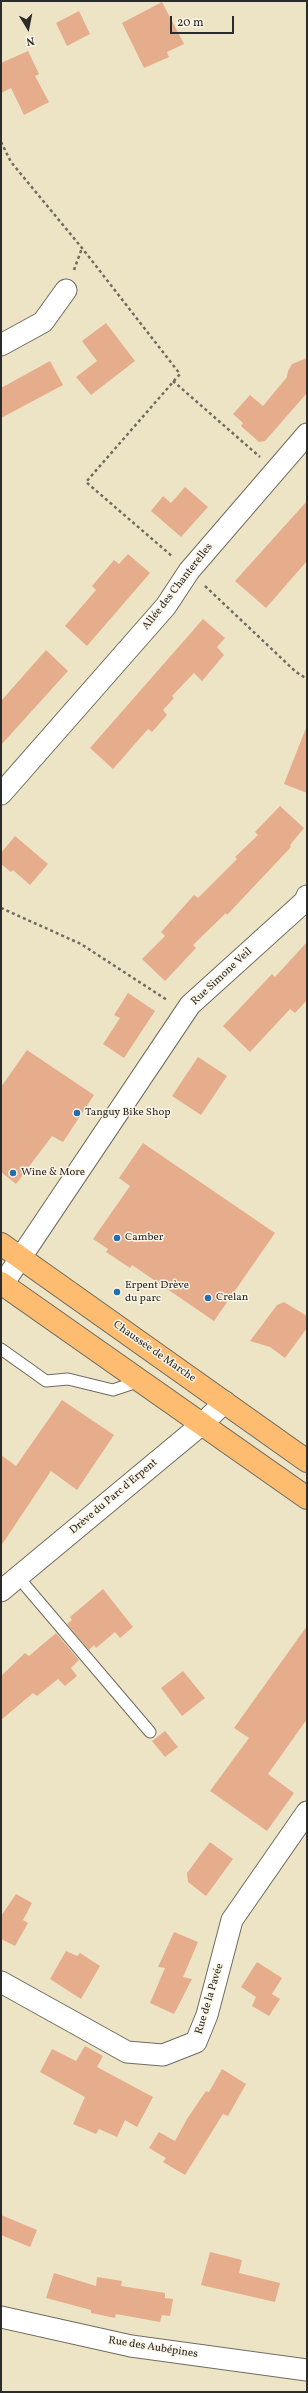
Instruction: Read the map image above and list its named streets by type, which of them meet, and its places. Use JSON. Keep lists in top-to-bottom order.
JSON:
{
  "streets": {
    "main road": ["Chaussée de Marche"],
    "street": [
      "Allée des Chanterelles",
      "Rue Simone Veil",
      "Drève du Parc d'Erpent",
      "Rue de la Pavée",
      "Rue des Aubépines"
    ]
  },
  "crossings": [
    ["Rue Simone Veil", "Chaussée de Marche"],
    ["Chaussée de Marche", "Drève du Parc d'Erpent"]
  ],
  "places": [
    "Tanguy Bike Shop",
    "Wine & More",
    "Camber",
    "Erpent Drève du parc",
    "Crelan"
  ],
  "scale_bar": "20 m",
  "north": "bottom"
}
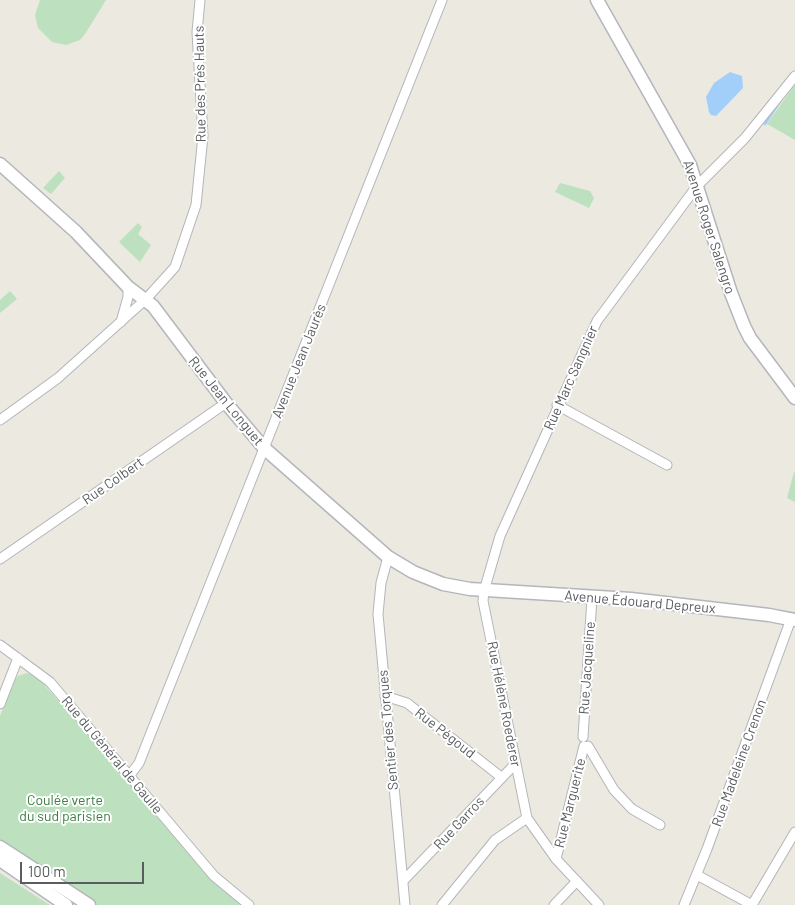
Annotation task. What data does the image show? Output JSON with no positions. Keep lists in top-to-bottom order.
{
  "streets": {
    "street": [
      "Rue des Prés Hauts",
      "Avenue Roger Salengro",
      "Avenue Jean Jaurès",
      "Rue Marc Sangnier",
      "Rue Jean Longuet",
      "Rue Colbert",
      "Avenue Édouard Depreux",
      "Rue Jacqueline",
      "Rue Hélène Roederer",
      "Sentier des Torques",
      "Rue Pégoud",
      "Rue du Général de Gaulle",
      "Rue Madeleine Crenon",
      "Rue Marguerite",
      "Rue Garros"
    ]
  },
  "crossings": [
    ["Rue des Prés Hauts", "Rue Jean Longuet"],
    ["Avenue Roger Salengro", "Rue Marc Sangnier"],
    ["Avenue Jean Jaurès", "Rue Jean Longuet"],
    ["Avenue Jean Jaurès", "Rue du Général de Gaulle"],
    ["Rue Marc Sangnier", "Rue Jean Longuet"],
    ["Rue Marc Sangnier", "Avenue Édouard Depreux"],
    ["Rue Marc Sangnier", "Rue Hélène Roederer"],
    ["Rue Jean Longuet", "Rue Colbert"],
    ["Rue Jean Longuet", "Avenue Édouard Depreux"],
    ["Rue Jean Longuet", "Rue Hélène Roederer"],
    ["Rue Jean Longuet", "Sentier des Torques"],
    ["Avenue Édouard Depreux", "Rue Jacqueline"],
    ["Avenue Édouard Depreux", "Rue Hélène Roederer"],
    ["Avenue Édouard Depreux", "Rue Madeleine Crenon"],
    ["Rue Jacqueline", "Rue Marguerite"],
    ["Rue Hélène Roederer", "Rue Garros"],
    ["Sentier des Torques", "Rue Pégoud"],
    ["Sentier des Torques", "Rue Garros"],
    ["Rue Pégoud", "Rue Garros"]
  ],
  "parks": ["Coulée verte du sud parisien"],
  "scale_bar": "100 m"
}
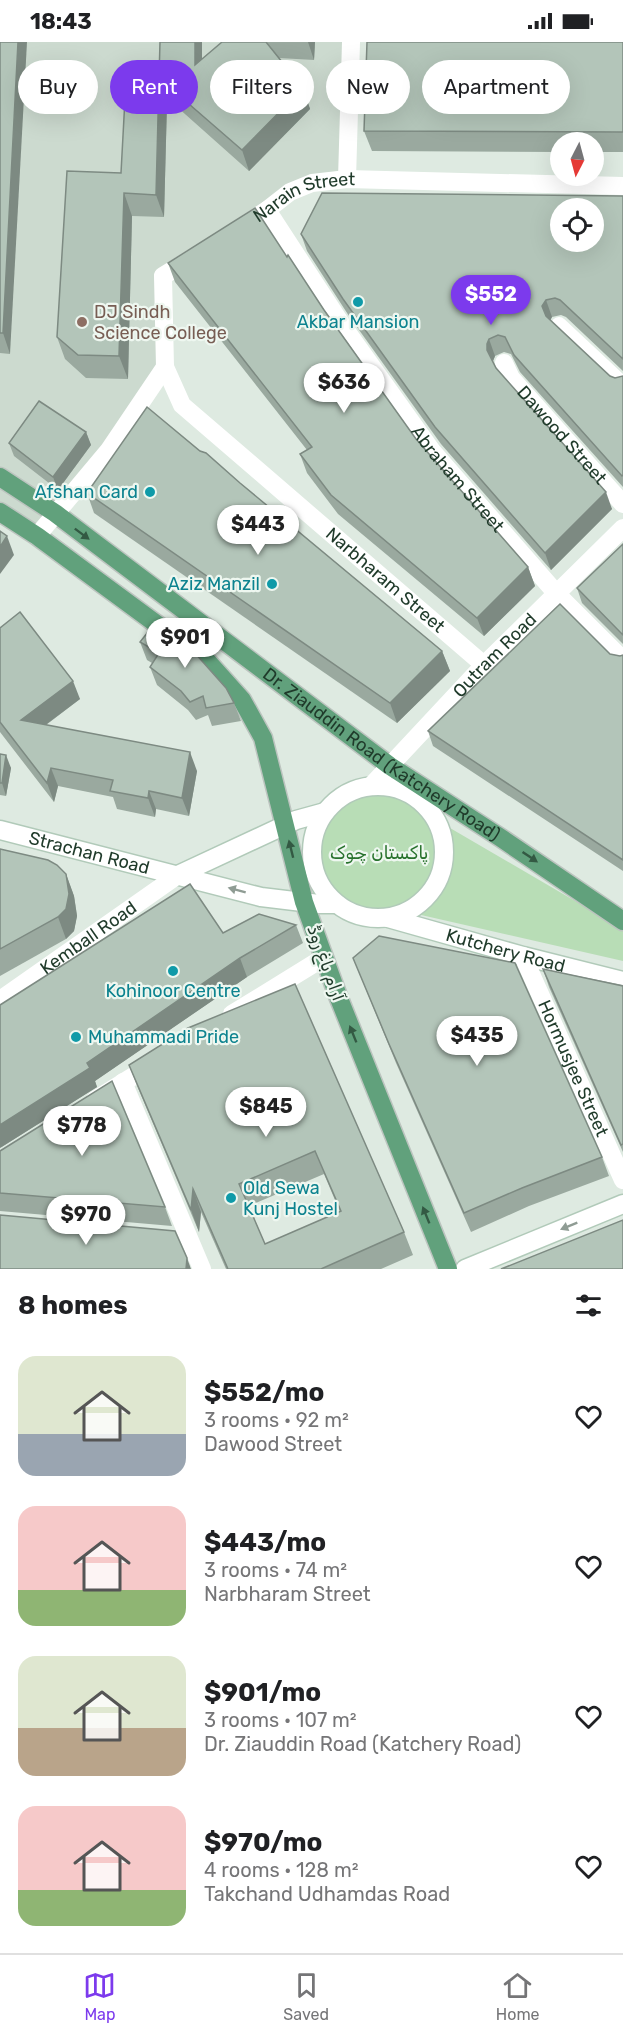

○ ○ ○ ○ ○

ABOUT THIS TASK: Show every line of the material above in which "Hélène" is present.

OUTPUT OF THE EXERCISE:
      "Rue Hélène Roederer",
    ["Rue Marc Sangnier", "Rue Hélène Roederer"],
    ["Rue Jean Longuet", "Rue Hélène Roederer"],
    ["Avenue Édouard Depreux", "Rue Hélène Roederer"],
    ["Rue Hélène Roederer", "Rue Garros"],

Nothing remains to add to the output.